▶ What the task requires:
Search the records for the string "linecap" and copy every line in which it appears.

───── Study material ─────

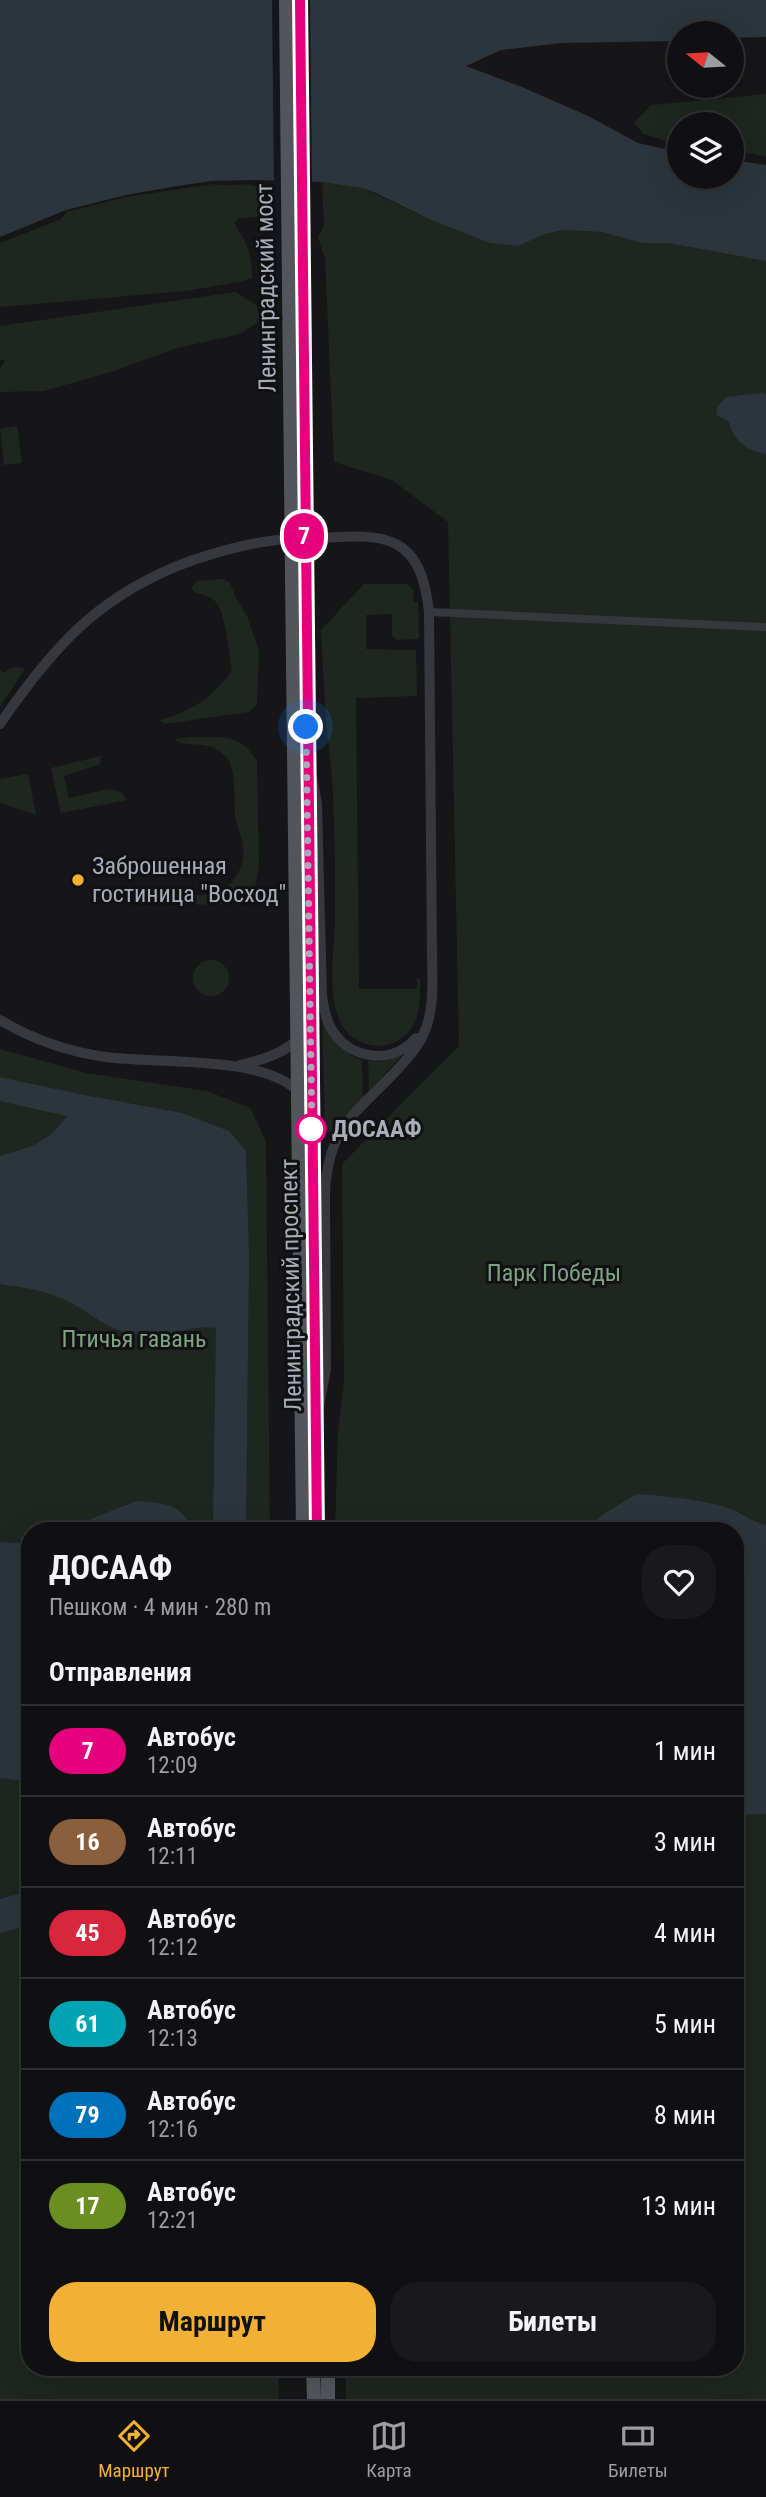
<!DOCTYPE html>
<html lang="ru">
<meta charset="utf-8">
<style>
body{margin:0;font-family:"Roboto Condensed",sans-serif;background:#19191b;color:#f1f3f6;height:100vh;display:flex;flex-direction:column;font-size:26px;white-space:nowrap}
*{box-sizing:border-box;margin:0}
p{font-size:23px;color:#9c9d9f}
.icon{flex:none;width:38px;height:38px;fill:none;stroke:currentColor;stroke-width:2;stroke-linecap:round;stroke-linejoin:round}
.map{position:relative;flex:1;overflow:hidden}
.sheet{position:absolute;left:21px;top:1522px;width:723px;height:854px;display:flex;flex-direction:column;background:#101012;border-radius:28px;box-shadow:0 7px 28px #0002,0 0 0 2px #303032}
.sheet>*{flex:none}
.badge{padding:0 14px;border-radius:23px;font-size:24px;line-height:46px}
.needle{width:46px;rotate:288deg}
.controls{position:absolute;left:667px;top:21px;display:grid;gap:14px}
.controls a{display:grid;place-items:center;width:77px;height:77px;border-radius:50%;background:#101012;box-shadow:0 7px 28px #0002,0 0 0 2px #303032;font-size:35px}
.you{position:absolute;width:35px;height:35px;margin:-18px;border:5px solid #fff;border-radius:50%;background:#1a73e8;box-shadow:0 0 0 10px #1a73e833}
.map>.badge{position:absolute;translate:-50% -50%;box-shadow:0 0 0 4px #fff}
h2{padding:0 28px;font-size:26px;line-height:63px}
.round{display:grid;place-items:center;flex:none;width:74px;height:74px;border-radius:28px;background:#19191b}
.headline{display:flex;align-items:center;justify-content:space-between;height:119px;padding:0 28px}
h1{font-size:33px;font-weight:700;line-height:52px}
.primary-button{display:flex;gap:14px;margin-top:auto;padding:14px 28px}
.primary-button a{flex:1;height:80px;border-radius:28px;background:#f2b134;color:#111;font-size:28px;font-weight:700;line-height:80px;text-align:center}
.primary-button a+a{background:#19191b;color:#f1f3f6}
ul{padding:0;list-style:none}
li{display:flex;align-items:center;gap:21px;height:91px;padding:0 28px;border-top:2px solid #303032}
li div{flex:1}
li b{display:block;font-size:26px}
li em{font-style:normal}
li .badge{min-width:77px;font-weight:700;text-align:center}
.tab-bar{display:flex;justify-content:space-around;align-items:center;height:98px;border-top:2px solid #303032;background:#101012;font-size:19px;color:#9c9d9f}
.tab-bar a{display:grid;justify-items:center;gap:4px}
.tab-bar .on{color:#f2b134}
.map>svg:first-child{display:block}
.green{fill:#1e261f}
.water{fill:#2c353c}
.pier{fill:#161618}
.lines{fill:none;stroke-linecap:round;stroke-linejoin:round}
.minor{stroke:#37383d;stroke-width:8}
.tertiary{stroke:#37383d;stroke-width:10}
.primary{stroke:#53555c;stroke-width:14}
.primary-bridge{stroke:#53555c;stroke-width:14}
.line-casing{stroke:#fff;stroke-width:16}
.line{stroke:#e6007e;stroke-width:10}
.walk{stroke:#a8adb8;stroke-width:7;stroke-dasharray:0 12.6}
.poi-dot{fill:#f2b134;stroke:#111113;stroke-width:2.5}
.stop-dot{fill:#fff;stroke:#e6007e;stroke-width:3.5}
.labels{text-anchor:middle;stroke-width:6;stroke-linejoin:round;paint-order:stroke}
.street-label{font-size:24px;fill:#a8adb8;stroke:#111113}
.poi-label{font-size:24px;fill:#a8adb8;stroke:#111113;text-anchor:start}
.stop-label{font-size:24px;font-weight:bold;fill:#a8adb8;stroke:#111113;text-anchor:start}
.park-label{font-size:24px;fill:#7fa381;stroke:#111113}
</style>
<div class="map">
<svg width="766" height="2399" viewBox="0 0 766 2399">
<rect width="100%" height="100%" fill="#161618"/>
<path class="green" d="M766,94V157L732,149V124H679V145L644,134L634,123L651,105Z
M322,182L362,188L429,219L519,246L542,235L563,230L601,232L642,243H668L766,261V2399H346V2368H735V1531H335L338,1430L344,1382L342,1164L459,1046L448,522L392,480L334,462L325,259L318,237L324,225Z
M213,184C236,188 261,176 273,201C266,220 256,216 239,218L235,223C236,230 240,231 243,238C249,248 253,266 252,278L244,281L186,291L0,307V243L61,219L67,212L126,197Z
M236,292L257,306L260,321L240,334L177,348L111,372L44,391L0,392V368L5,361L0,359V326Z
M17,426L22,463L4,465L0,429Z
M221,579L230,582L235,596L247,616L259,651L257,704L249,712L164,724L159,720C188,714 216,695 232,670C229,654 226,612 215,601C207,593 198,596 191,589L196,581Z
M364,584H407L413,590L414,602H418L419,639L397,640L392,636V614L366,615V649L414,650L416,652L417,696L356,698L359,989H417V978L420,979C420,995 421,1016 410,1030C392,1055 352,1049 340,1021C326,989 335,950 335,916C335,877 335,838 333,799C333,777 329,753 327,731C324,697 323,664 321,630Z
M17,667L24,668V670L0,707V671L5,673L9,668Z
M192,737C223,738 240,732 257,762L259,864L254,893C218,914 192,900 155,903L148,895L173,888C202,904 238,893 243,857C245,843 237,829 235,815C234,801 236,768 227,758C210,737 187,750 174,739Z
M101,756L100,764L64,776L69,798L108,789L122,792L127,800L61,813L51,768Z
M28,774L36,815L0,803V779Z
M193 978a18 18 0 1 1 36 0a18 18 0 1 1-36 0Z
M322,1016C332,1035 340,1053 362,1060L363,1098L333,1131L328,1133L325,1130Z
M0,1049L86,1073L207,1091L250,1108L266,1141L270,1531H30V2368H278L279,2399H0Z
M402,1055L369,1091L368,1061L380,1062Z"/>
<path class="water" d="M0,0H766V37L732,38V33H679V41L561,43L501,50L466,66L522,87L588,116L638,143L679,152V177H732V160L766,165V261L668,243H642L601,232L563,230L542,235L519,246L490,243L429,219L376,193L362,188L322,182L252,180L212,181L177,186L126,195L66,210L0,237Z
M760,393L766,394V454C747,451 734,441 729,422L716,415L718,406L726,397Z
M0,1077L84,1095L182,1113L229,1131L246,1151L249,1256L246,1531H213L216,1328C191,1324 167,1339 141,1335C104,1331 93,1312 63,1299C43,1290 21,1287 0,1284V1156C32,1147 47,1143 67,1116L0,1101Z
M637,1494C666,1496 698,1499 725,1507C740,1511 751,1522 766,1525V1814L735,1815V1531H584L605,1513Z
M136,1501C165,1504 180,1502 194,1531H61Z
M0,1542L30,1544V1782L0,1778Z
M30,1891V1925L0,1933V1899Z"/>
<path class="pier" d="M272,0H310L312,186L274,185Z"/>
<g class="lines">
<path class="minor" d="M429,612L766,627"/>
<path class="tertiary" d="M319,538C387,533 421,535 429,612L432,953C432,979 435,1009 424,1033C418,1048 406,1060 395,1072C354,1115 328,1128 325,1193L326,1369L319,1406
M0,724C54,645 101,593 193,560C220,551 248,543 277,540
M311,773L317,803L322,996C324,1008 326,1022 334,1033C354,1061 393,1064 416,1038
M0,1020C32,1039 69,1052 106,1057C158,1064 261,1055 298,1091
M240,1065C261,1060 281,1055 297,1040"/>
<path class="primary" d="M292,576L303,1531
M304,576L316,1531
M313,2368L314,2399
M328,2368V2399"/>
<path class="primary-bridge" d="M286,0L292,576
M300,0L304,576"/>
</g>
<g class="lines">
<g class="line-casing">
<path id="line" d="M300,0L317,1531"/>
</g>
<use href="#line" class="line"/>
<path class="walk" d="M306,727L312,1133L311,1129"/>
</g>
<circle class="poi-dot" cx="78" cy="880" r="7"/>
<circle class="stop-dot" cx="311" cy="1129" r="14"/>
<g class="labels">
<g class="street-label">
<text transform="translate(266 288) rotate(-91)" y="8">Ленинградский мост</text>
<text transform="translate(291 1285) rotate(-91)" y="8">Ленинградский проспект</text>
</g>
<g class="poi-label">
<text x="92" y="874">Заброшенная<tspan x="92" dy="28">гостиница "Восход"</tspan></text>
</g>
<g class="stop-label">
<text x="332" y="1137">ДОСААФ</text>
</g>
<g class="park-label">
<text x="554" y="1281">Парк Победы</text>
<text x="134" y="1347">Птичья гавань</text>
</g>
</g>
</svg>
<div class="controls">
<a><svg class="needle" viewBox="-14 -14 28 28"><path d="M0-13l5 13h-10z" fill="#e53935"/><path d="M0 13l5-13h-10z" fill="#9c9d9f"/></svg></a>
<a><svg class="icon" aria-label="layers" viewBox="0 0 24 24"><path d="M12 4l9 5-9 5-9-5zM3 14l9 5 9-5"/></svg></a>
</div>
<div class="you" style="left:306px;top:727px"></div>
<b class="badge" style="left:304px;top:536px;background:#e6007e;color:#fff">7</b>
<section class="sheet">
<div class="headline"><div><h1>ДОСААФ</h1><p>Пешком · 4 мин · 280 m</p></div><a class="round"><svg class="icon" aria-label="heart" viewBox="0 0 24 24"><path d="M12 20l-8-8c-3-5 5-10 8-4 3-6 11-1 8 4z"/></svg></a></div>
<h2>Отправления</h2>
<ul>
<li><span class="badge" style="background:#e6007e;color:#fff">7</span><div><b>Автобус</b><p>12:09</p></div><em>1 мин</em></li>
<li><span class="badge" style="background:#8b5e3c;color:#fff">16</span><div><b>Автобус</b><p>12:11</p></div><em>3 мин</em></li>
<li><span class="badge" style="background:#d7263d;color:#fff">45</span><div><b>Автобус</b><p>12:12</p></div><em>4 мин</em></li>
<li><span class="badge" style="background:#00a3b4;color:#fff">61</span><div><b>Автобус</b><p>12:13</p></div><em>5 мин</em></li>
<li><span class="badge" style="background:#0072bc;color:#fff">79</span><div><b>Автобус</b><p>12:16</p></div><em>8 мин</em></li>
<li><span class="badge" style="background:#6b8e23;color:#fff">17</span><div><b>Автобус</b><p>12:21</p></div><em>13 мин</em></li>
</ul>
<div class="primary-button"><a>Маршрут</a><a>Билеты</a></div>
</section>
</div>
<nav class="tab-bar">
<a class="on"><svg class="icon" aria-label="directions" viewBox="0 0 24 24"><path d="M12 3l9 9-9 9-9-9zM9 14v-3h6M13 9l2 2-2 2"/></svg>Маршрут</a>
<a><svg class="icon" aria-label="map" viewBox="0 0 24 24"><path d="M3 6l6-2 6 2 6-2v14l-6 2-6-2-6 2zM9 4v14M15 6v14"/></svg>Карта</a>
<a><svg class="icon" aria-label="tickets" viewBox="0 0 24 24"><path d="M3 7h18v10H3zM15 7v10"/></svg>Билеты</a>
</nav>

─────

▶ Task solution:
.icon{flex:none;width:38px;height:38px;fill:none;stroke:currentColor;stroke-width:2;stroke-linecap:round;stroke-linejoin:round}
.lines{fill:none;stroke-linecap:round;stroke-linejoin:round}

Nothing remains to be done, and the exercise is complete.